◆ Exercise description ◆
Exclude the pictures, then restate exactly each line of the data below from the first through the line containing "2px #fff) drop-shadow(0".

◆ Data for the task ◆

******************************

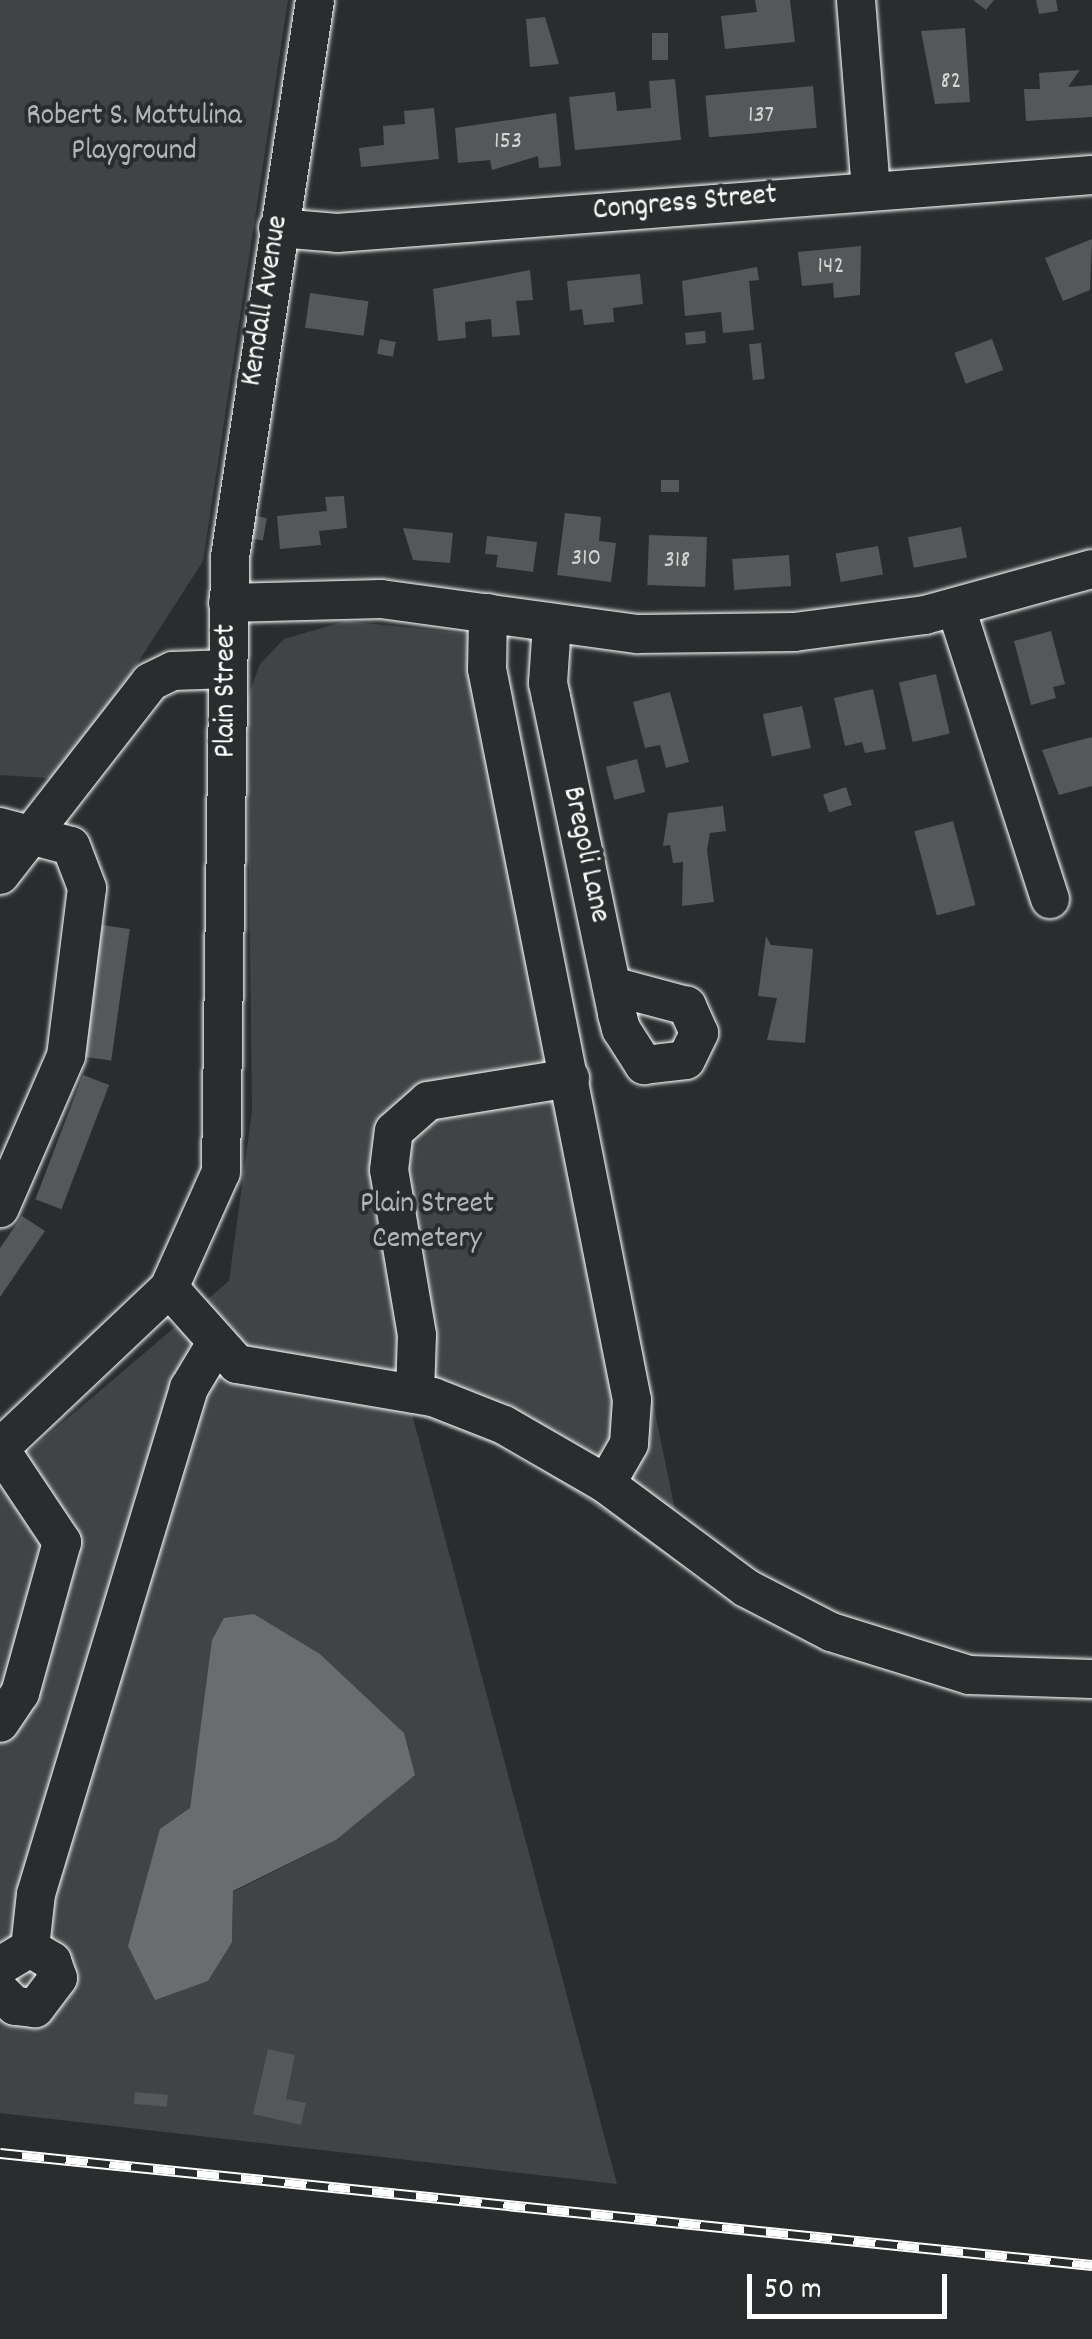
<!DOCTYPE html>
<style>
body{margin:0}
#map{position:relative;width:1092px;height:2339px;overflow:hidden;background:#2a2d2e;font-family:Dekko,sans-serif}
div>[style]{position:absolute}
.green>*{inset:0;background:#414445}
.water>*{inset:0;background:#6a6c6d}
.building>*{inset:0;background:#555758;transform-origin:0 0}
.roads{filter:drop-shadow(0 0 2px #fff) drop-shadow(0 0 2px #fff)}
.minor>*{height:38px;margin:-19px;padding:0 19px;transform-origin:19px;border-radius:19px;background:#2a2d2e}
.rail>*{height:11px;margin-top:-5.5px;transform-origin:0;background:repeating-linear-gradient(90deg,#2a2d2e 0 22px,#fff 0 44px);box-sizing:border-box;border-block:2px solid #fff}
span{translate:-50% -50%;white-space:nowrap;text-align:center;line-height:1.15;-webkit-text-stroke:8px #2a2d2e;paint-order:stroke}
.number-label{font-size:25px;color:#d4d5d5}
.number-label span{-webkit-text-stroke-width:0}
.park-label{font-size:30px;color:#b3b4b5}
.street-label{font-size:30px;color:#fff}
.scale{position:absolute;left:747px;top:2274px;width:200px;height:45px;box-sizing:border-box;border:5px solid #fff;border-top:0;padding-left:12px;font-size:30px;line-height:35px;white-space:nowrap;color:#fff;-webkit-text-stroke:8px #2a2d2e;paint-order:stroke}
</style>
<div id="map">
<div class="green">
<i style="clip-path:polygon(0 0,288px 0,203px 561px,63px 779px,0 775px)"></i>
<i style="clip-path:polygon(evenodd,346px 621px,497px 637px,687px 1569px,516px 1453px,412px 1414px,617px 2184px,0 2113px,0 1476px,229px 1281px,252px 1111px,247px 699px,260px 664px,284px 639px,346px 621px,254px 1614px,320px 1654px,404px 1733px,336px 1840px,233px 1892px,232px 1942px,149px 1884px,160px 1830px,190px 1808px,213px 1640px,254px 1614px)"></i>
</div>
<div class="water">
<i style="clip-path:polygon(254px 1614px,320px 1654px,404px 1733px,415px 1775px,336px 1840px,233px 1891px,232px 1942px,208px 1981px,155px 2000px,128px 1946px,160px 1829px,190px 1808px,212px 1640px,224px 1618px)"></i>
</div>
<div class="building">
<i style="clip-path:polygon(755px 0,790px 0,795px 42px,725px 49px,721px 16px,757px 12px)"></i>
<i style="clip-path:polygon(973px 0,994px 0,986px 10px)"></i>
<i style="clip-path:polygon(1036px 0,1056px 0,1058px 11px,1039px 14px)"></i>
<i style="clip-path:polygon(545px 17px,559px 64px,530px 67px,526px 19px)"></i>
<i style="clip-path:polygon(965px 28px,970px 102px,935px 104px,921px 31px)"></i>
<i style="left:652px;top:33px;width:16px;height:27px"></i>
<i style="clip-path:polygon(1080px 70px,1068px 87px,1092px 85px,1092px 117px,1026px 121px,1024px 89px,1040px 89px,1039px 73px)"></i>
<i style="clip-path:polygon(675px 79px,681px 140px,575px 150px,569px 97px,615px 92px,617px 111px,651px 108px,649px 81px)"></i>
<i style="left:813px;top:86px;width:42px;height:108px;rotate:85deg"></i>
<i style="clip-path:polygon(434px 108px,439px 159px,361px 167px,359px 148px,384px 145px,383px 126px,405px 124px,404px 111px)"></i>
<i style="clip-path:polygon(556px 113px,561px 166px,539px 168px,538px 156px,492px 170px,490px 160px,458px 163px,455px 128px)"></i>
<i style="clip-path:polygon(1092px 239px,1090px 290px,1063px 301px,1045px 258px)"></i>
<i style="clip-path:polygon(861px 246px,860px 295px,834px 298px,833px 283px,802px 286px,798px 252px)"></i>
<i style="clip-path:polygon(757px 267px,759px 280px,749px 281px,754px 330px,723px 333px,721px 312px,685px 316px,682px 281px)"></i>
<i style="clip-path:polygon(530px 270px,533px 300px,516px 301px,520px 335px,492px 337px,491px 319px,465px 322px,466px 338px,438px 341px,433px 289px)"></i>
<i style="clip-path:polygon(640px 274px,643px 304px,613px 308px,614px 322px,584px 325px,582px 309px,570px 311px,567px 281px)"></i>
<i style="left:310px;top:293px;width:59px;height:35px;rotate:8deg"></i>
<i style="left:705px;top:331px;width:12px;height:20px;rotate:85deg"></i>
<i style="left:380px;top:339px;width:16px;height:15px;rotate:11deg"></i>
<i style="left:992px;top:339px;width:33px;height:40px;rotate:70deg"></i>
<i style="left:761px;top:343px;width:36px;height:12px;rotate:84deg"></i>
<i style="left:661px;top:480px;width:18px;height:12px"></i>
<i style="clip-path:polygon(344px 496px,347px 528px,319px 531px,321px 545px,280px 549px,277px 516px,327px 511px,325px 497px)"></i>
<i style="clip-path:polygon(565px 513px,601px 517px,599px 541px,616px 543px,611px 582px,557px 575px)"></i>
<i style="left:256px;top:516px;width:11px;height:23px;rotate:10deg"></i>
<i style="left:961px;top:527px;width:31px;height:54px;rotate:79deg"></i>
<i style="clip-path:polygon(403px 528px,453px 533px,450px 563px,413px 560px)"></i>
<i style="left:649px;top:535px;width:58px;height:50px;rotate:2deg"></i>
<i style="clip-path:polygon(487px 536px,537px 542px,533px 572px,496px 567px,498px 555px,485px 554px)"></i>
<i style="left:878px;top:546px;width:29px;height:43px;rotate:80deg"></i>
<i style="left:789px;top:555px;width:31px;height:57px;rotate:86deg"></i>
<i style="clip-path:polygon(1051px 631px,1065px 684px,1053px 687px,1056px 698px,1031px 705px,1014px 641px)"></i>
<i style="left:936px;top:674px;width:61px;height:38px;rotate:77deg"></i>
<i style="clip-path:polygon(873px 689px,886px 749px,865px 753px,862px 742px,845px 746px,834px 698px)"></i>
<i style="clip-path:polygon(670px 692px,689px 762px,666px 768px,660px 745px,645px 748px,633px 702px)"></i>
<i style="left:802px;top:706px;width:43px;height:40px;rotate:78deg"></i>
<i style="clip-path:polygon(1092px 737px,1092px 786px,1059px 795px,1042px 750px)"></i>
<i style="left:637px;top:759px;width:34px;height:32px;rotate:76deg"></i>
<i style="left:846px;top:787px;width:19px;height:24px;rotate:72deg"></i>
<i style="clip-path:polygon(723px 806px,726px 831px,710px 833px,707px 850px,714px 902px,682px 906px,683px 862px,673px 863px,670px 845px,663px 846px,668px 813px)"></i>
<i style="left:953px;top:821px;width:87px;height:40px;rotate:75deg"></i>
<i style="left:102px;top:925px;width:28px;height:133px;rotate:8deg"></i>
<i style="clip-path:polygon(766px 936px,771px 945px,813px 949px,805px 1043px,767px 1040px,777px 998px,758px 996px)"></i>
<i style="left:83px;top:1075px;width:28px;height:133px;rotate:21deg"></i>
<i style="clip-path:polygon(22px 1216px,45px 1231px,0 1297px,0 1248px)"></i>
<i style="clip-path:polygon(268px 2049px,295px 2055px,286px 2099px,306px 2103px,301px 2125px,253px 2114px)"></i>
<i style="left:135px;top:2092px;width:33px;height:12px;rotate:5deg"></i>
</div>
<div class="roads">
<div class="minor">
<i style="left:856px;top:0;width:192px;rotate:85.5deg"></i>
<i style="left:278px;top:228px;width:59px;rotate:4.8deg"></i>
<i style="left:337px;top:233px;width:757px;rotate:-4.39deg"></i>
<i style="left:228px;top:603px;width:153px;rotate:-1.5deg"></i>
<i style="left:381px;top:599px;width:259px;rotate:7.8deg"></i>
<i style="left:638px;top:634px;width:156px;rotate:-0.7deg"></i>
<i style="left:794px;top:632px;width:132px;rotate:-7.4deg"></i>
<i style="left:925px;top:615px;width:173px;rotate:-15.4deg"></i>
<i style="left:956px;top:608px;width:306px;rotate:72.1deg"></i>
<i style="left:488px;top:613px;width:56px;rotate:91deg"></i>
<i style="left:487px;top:669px;width:745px;rotate:78.78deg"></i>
<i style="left:632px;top:1400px;width:44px;rotate:93.9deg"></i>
<i style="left:629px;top:1444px;width:46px;rotate:119.9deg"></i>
<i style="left:552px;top:624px;width:59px;rotate:93.9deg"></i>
<i style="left:548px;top:683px;width:14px;rotate:78deg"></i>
<i style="left:551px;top:697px;width:324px;rotate:78.2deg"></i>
<i style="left:617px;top:1014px;width:16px;rotate:75deg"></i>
<i style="left:621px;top:1029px;width:43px;rotate:57.4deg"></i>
<i style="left:644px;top:1065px;width:42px;rotate:-6.8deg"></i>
<i style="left:686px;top:1060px;width:30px;rotate:-64deg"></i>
<i style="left:699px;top:1033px;width:30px;rotate:-114deg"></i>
<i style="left:687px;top:1006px;width:78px;rotate:-165.1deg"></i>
<i style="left:0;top:827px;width:73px;rotate:15deg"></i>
<i style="left:71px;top:846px;width:45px;rotate:69.1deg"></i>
<i style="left:87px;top:888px;width:169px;rotate:97.1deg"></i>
<i style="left:66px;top:1056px;width:166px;rotate:113.5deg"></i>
<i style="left:0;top:875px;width:244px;rotate:-52.1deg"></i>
<i style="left:150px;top:682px;width:25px;rotate:-26deg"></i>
<i style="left:173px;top:671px;width:55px;rotate:-2.1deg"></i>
<i style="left:169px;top:1288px;width:102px;rotate:48.2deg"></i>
<i style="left:237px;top:1364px;width:199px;rotate:9.6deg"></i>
<i style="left:433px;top:1397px;width:76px;rotate:21.5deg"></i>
<i style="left:504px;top:1425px;width:118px;rotate:30deg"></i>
<i style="left:606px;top:1484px;width:174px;rotate:36.6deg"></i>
<i style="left:746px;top:1588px;width:96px;rotate:27.4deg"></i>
<i style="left:831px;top:1632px;width:145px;rotate:17.3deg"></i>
<i style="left:969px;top:1675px;width:123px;rotate:1.9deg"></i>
<i style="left:415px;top:1394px;width:59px;rotate:-88.1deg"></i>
<i style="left:417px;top:1335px;width:167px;rotate:-99.6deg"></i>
<i style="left:389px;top:1170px;width:39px;rotate:-83deg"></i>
<i style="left:394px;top:1131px;width:45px;rotate:-41.4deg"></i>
<i style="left:428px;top:1101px;width:144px;rotate:-9.2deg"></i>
<i style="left:0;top:1448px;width:233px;rotate:-43.4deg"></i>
<i style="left:169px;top:1288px;width:127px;rotate:-65.9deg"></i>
<i style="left:221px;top:1172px;width:615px;rotate:-89.16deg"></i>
<i style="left:230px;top:557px;width:563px;rotate:-81.32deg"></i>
<i style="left:0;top:1449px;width:112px;rotate:56.3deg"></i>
<i style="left:62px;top:1542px;width:157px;rotate:105.5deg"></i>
<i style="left:20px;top:1693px;width:36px;rotate:124deg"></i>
<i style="left:30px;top:1948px;width:54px;rotate:-83.7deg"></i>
<i style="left:36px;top:1894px;width:529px;rotate:-73.18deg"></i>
<i style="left:189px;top:1388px;width:52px;rotate:-59deg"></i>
<i style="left:0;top:1966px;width:35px;rotate:-31deg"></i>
<i style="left:30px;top:1948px;width:26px;rotate:31deg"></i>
<i style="left:52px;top:1961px;width:18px;rotate:71deg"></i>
<i style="left:58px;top:1978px;width:38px;rotate:127deg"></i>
<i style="left:35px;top:2008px;width:20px;rotate:-174deg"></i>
<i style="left:15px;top:2006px;width:21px;rotate:-135deg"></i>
</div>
</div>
<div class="rail">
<i style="left:0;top:2153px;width:1098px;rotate:5.86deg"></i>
</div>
<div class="number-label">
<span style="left:951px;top:82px">82</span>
<span style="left:761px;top:116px">137</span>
<span style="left:508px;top:142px">153</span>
<span style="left:831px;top:267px">142</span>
<span style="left:586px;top:559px">310</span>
<span style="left:677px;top:561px">318</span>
</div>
<div class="park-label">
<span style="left:134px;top:135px">Robert S. Mattulina<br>Playground</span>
<span style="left:427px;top:1223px">Plain Street<br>Cemetery</span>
</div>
<div class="street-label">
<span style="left:685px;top:205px;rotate:-5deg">Congress Street</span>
<span style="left:267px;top:301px;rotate:-81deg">Kendall Avenue</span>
<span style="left:228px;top:691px;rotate:-90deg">Plain Street</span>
<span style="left:584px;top:855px;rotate:78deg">Bregoli Lane</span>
</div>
<div class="scale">50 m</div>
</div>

******************************

◆ Exercise response ◆
<!DOCTYPE html>
<style>
body{margin:0}
#map{position:relative;width:1092px;height:2339px;overflow:hidden;background:#2a2d2e;font-family:Dekko,sans-serif}
div>[style]{position:absolute}
.green>*{inset:0;background:#414445}
.water>*{inset:0;background:#6a6c6d}
.building>*{inset:0;background:#555758;transform-origin:0 0}
.roads{filter:drop-shadow(0 0 2px #fff) drop-shadow(0 0 2px #fff)}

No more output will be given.